So, Paul picks up on Jesus’ theme and channels it as he begins his letter. The Gentile believers among Jesus’ followers, he’s basically arguing, are the goats in Jesus’ parable. They never had the rule book, the Law, yet they understood and obeyed the very heart of what the rulebook was designed to produce: love.

This morning I find myself challenged and taking a little heart inventory. Everyone knows that I’m a follower of Jesus. I’m one of the sheep and I make that abundantly clear in these posts. But, am I the sheep in Jesus’ parable? Am I looking all religious and righteous in these posts and then ignoring the very heart of what Jesus taught?

Ugh.

In the quiet I find myself asking who are the “goats” in my circles of influence? Who would my meritorious religious system tell me is one of “those people” but Jesus would look at that person’s heart and say, “Oh yeah. That’s one of mine.”?

Not an Application, an Invitation

I do not think I am in the least inferior to those “super-apostles.” I may indeed be untrained as a speaker, but I do have knowledge.
2 Corinthians 11:5-6 (NIV)

In the pantheon of faith, I find that Paul is revered as much as any other person in the history of Christianity.
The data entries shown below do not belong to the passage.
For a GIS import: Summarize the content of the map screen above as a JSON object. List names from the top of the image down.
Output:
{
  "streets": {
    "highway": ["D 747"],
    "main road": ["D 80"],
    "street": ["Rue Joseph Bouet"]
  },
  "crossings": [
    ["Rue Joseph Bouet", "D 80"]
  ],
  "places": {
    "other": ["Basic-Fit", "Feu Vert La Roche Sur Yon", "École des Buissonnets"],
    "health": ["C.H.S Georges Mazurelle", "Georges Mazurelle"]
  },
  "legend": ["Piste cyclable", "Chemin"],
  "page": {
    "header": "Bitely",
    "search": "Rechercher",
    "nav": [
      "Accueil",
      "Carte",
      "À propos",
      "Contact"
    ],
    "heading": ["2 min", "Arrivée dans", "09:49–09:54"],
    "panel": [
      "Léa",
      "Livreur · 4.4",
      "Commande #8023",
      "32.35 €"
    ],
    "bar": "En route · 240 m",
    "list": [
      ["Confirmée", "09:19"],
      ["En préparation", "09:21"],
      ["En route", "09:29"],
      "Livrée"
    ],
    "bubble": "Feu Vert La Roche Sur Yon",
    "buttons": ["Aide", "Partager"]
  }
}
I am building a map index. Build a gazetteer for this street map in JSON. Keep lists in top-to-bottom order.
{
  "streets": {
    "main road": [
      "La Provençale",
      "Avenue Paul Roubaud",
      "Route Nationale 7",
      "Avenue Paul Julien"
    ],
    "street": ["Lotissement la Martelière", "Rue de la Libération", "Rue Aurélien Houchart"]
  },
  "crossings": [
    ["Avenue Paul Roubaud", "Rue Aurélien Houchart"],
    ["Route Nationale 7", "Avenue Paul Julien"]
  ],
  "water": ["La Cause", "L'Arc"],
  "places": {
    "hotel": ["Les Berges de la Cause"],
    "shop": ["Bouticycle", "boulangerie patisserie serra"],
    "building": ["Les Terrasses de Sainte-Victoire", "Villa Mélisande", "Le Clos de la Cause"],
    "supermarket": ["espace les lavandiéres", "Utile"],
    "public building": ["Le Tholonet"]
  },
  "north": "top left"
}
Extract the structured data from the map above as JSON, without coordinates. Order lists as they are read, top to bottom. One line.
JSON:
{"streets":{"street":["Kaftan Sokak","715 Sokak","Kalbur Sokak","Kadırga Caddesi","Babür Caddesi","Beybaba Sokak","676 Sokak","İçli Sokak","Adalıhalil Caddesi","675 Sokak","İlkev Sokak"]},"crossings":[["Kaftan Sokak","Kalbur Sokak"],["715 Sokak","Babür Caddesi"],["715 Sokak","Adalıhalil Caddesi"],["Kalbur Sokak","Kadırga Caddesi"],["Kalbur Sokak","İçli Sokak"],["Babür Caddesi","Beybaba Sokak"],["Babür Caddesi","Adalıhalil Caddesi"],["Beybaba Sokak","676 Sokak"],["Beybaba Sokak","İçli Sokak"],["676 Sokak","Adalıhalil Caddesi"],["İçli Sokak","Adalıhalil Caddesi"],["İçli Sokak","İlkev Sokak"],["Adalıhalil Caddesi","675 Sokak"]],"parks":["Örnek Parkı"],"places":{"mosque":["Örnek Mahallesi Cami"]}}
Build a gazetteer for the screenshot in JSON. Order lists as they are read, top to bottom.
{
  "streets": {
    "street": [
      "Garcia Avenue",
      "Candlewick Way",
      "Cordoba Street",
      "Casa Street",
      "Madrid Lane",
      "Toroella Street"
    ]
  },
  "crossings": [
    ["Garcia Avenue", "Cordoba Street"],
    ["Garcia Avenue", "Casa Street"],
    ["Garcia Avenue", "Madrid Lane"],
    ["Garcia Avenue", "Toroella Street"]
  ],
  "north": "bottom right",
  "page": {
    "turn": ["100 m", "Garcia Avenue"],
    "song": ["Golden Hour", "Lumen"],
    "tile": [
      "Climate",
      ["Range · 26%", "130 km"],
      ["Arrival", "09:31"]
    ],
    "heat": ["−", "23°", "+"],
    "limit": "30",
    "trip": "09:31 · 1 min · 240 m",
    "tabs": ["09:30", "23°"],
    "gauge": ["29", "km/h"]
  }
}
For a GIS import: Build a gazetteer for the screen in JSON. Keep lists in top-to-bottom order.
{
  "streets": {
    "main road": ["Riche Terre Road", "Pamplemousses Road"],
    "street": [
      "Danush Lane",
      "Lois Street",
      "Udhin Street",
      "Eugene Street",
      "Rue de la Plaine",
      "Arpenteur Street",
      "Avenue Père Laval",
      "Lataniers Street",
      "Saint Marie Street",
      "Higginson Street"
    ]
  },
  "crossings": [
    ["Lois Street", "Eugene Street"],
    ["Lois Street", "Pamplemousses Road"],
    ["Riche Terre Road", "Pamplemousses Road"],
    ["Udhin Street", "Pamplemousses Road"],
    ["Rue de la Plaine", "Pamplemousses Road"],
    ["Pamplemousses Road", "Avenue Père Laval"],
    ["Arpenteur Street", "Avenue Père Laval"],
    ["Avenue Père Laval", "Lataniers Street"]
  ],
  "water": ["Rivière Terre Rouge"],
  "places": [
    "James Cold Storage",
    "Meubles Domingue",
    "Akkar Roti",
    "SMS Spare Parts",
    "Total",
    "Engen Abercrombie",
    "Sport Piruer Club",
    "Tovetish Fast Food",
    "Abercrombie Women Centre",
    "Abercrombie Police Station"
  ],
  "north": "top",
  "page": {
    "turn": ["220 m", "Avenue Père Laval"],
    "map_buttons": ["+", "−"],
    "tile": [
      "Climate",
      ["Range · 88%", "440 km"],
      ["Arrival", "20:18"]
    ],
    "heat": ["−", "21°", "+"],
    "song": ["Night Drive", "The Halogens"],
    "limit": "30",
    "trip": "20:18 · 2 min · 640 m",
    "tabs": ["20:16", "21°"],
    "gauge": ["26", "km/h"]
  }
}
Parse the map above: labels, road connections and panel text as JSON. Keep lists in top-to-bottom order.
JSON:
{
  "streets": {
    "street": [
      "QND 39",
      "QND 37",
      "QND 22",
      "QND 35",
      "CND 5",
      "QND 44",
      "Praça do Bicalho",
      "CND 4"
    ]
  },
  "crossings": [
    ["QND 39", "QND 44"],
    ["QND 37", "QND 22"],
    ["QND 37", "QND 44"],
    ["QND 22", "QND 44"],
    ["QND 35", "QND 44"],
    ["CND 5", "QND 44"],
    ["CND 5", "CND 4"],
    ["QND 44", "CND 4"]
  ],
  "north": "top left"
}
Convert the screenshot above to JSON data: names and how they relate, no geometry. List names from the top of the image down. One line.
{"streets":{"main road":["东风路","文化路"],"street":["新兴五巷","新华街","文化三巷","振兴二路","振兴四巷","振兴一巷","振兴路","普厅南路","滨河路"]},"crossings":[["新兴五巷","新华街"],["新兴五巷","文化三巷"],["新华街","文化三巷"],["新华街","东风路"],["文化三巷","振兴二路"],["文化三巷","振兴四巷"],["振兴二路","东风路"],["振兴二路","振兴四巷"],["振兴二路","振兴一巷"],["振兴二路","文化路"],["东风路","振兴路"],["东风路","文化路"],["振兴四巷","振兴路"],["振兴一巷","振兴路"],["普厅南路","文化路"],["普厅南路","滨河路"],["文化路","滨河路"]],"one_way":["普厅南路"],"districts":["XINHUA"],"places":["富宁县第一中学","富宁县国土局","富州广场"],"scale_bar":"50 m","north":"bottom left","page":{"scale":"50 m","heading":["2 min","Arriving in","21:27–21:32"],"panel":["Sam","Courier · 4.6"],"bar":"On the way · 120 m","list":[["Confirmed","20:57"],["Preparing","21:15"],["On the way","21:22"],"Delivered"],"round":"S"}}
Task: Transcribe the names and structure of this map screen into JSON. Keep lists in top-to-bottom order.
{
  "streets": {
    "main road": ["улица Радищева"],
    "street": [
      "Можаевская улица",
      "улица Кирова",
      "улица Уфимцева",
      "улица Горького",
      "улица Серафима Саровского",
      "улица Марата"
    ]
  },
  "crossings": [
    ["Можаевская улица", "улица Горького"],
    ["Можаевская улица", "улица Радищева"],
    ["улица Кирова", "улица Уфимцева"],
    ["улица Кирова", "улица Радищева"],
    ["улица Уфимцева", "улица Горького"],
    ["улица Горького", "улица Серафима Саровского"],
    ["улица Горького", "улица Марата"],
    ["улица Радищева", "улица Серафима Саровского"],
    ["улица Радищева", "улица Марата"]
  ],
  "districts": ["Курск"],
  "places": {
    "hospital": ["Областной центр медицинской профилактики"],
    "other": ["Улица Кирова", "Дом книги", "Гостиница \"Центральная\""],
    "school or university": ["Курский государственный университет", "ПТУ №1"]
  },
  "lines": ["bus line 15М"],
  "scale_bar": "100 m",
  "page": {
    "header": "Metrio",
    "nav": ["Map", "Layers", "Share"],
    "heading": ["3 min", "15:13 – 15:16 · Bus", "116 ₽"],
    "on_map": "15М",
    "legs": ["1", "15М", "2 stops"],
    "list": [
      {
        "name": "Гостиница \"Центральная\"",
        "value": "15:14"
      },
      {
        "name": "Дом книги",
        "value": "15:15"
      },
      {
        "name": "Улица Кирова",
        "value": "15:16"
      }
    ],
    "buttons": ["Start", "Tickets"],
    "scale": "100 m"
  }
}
As I’ve journeyed repeatedly through that Great Story I find it fascinating how people selectively diminish the humanity of the “pillars of the faith” and selectively choose to focus on perceived strengths that might even be overstated through the lens of history and religiosity.

Paul was not universally loved and respected in his own day. While I have no doubt that Paul’s personality and mind were a force to be reckoned with, evidence reveals that the physical package was not in the least bit impressive. Some historical evidence suggests a homely looking man who was bow-legged and had a large nose. After repeated scourging, beatings, and stoning attempts his body probably had been unalterably scarred and he likely moved and carried himself as one permanently injured from suffering those repeated traumas. He famously had poor eye-sight in a day before eyeglasses had been invented, so he was probably ceaselessly squinting. And Paul he freely admits that he wasn’t a great public speaker.

Paul had rivals. He was not universally loved. Other believers, teachers, and apostles belittled him, sought to marginalize him, and tried to lead other believers (like the believers in Corinth) to shy away and even dismiss him. Paul’s authority was questioned because he wasn’t around when Jesus was on earth, publicly doing his ministry. His claim of being an apostle was constantly disputed as people clearly questioned the validity and voracity of his Damascus Road experience while not letting him forget his record as a prosecutor of believers and the head of the conspiracy to execute the beloved Stephen. And, there were other teachers and leaders, like Apollos, who were clearly better looking, more likable, and much better preachers.

As I make my way through Paul’s second surviving letter to the believers in Corinth (there’s at least one other letter referenced and there are probably two or more that didn’t survive antiquity) it reads like a man desperately making a case for himself, for his reputation, and his authority as a teacher and leader of the Jesus Movement.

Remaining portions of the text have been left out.